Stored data
——————————

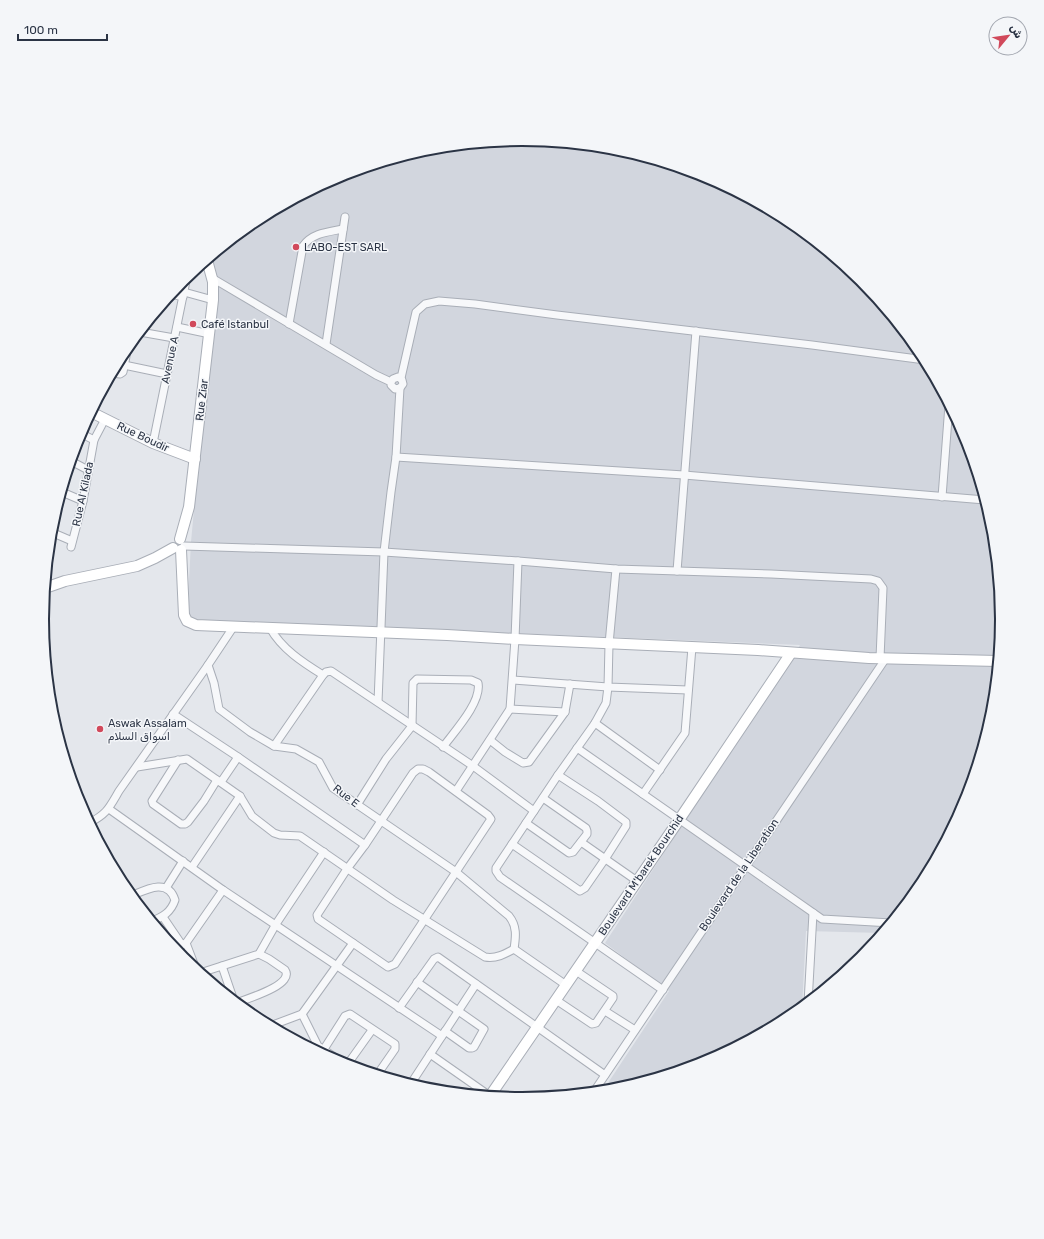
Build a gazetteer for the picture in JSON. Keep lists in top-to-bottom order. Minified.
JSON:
{"streets":{"street":["Avenue A","Rue Ziar","Rue Boudir","Rue Al Kilada","Rue E","Boulevard M'barek Bourchid","Boulevard de la Liberation"]},"crossings":[["Avenue A","Rue Boudir"],["Rue Ziar","Rue Boudir"],["Rue Boudir","Rue Al Kilada"]],"places":["LABO-EST SARL","Café Istanbul","Aswak Assalam اسواق السلام"],"scale_bar":"100 m","north":"top right"}
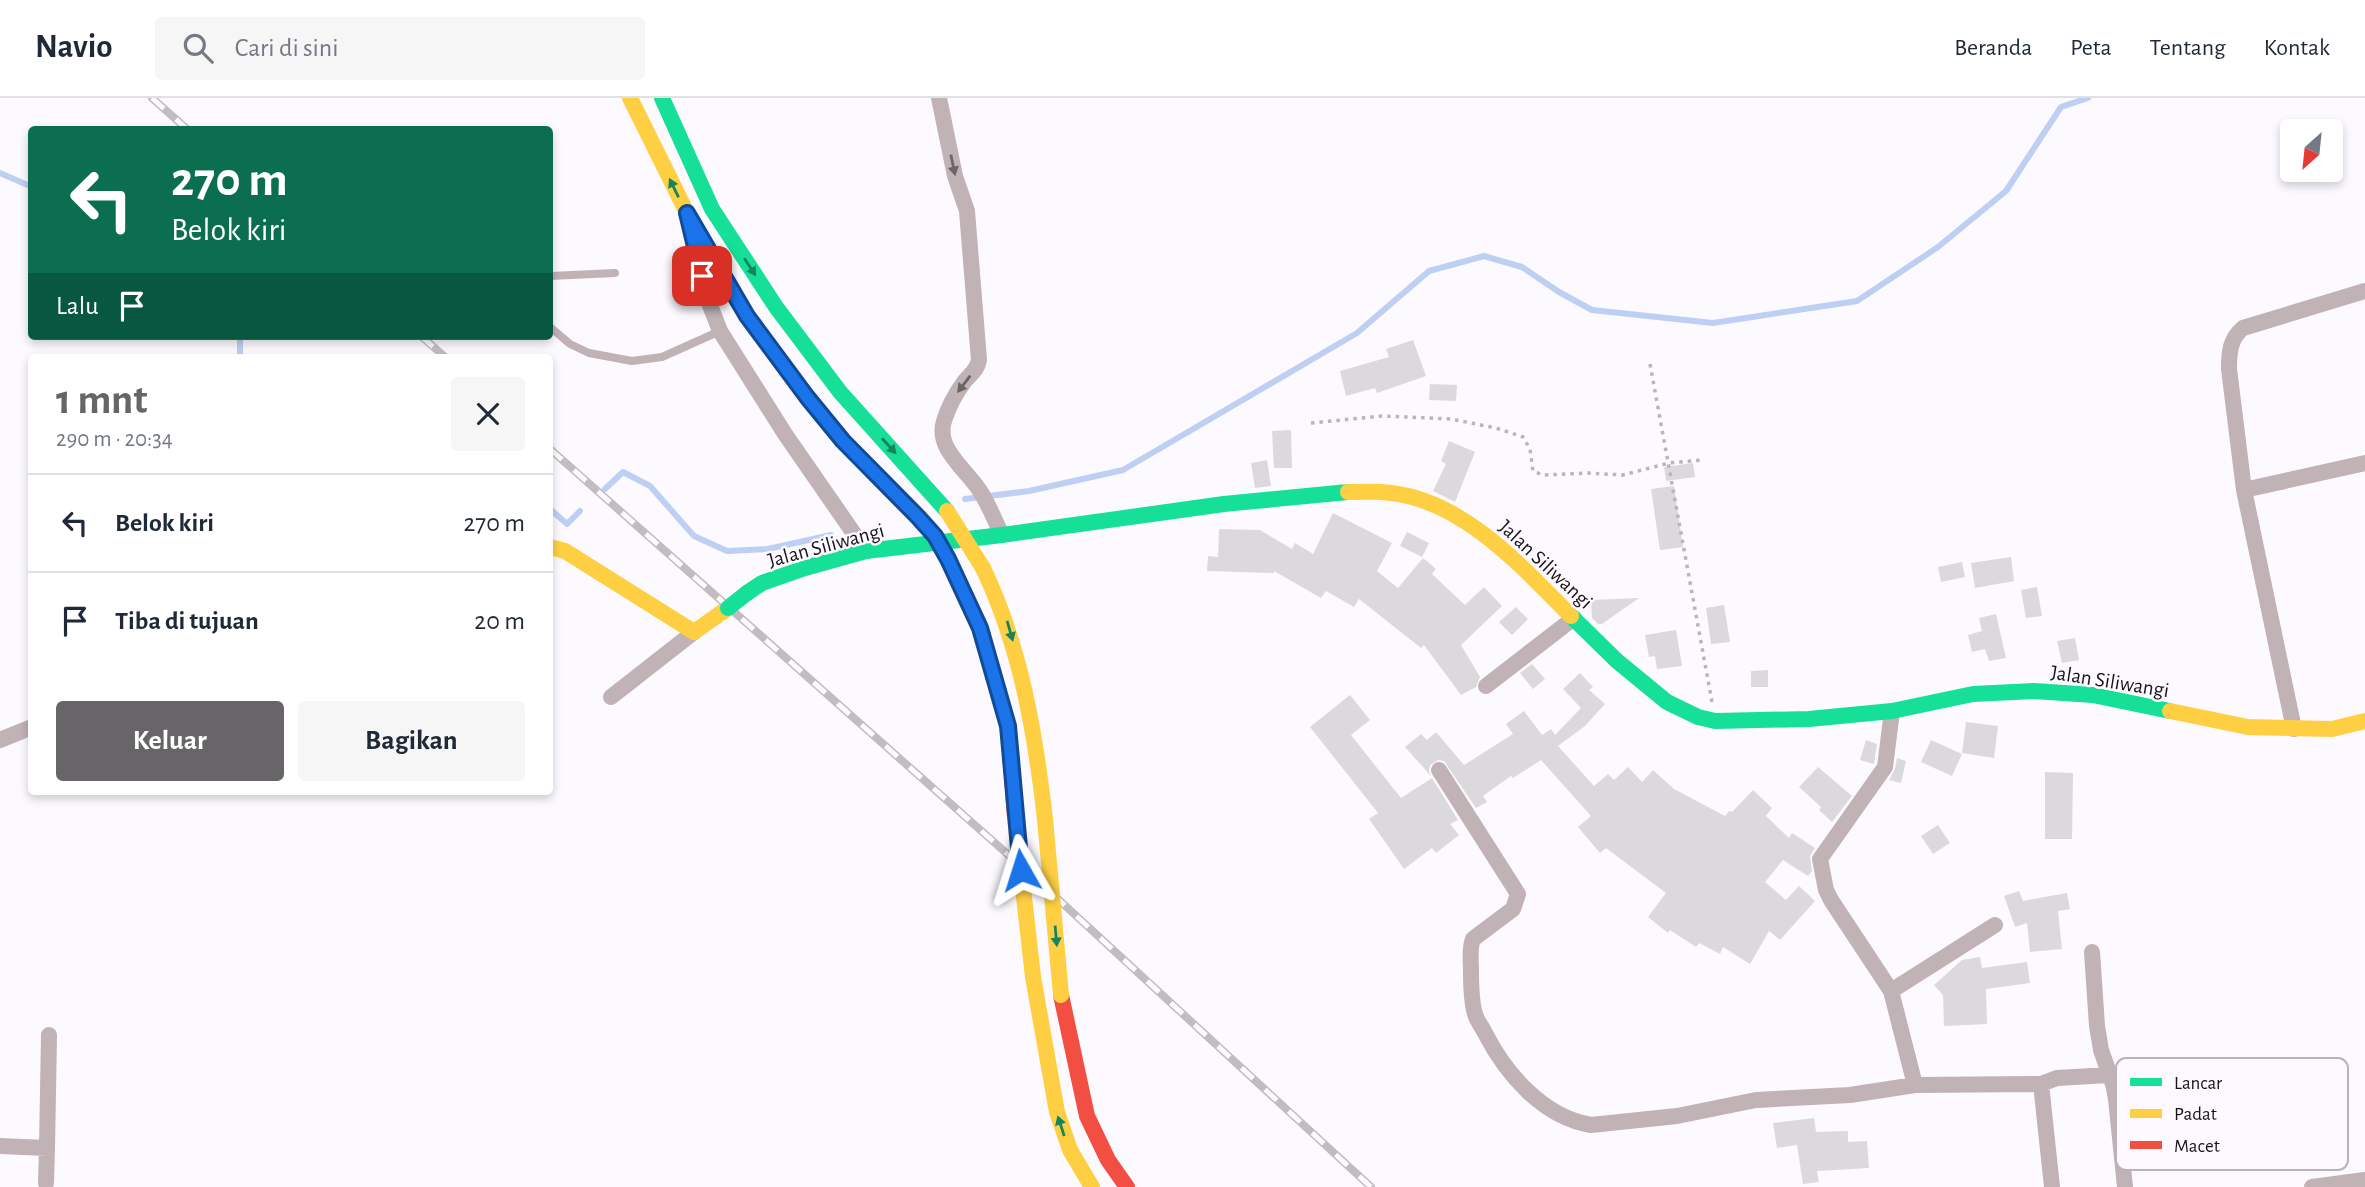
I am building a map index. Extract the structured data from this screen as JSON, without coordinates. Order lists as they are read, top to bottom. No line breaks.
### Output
{"streets":{"main road":["Jalan Siliwangi"]},"legend":["Lancar","Padat","Macet"],"north":"bottom left","page":{"header":"Navio","search":"Cari di sini","nav":["Beranda","Peta","Tentang","Kontak"],"turn":["270 m","Belok kiri"],"then":"Lalu","heading":["1 mnt","290 m · 20:34"],"list":[{"name":"Belok kiri","value":"270 m"},{"name":"Tiba di tujuan","value":"20 m"}],"buttons":["Keluar","Bagikan"]}}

——————————

— What to do —
The lines in the entries above that carry the word "lists" must be copied.

— Output —
Build a gazetteer for the picture in JSON. Keep lists in top-to-bottom order. Minified.
I am building a map index. Extract the structured data from this screen as JSON, without coordinates. Order lists as they are read, top to bottom. No line breaks.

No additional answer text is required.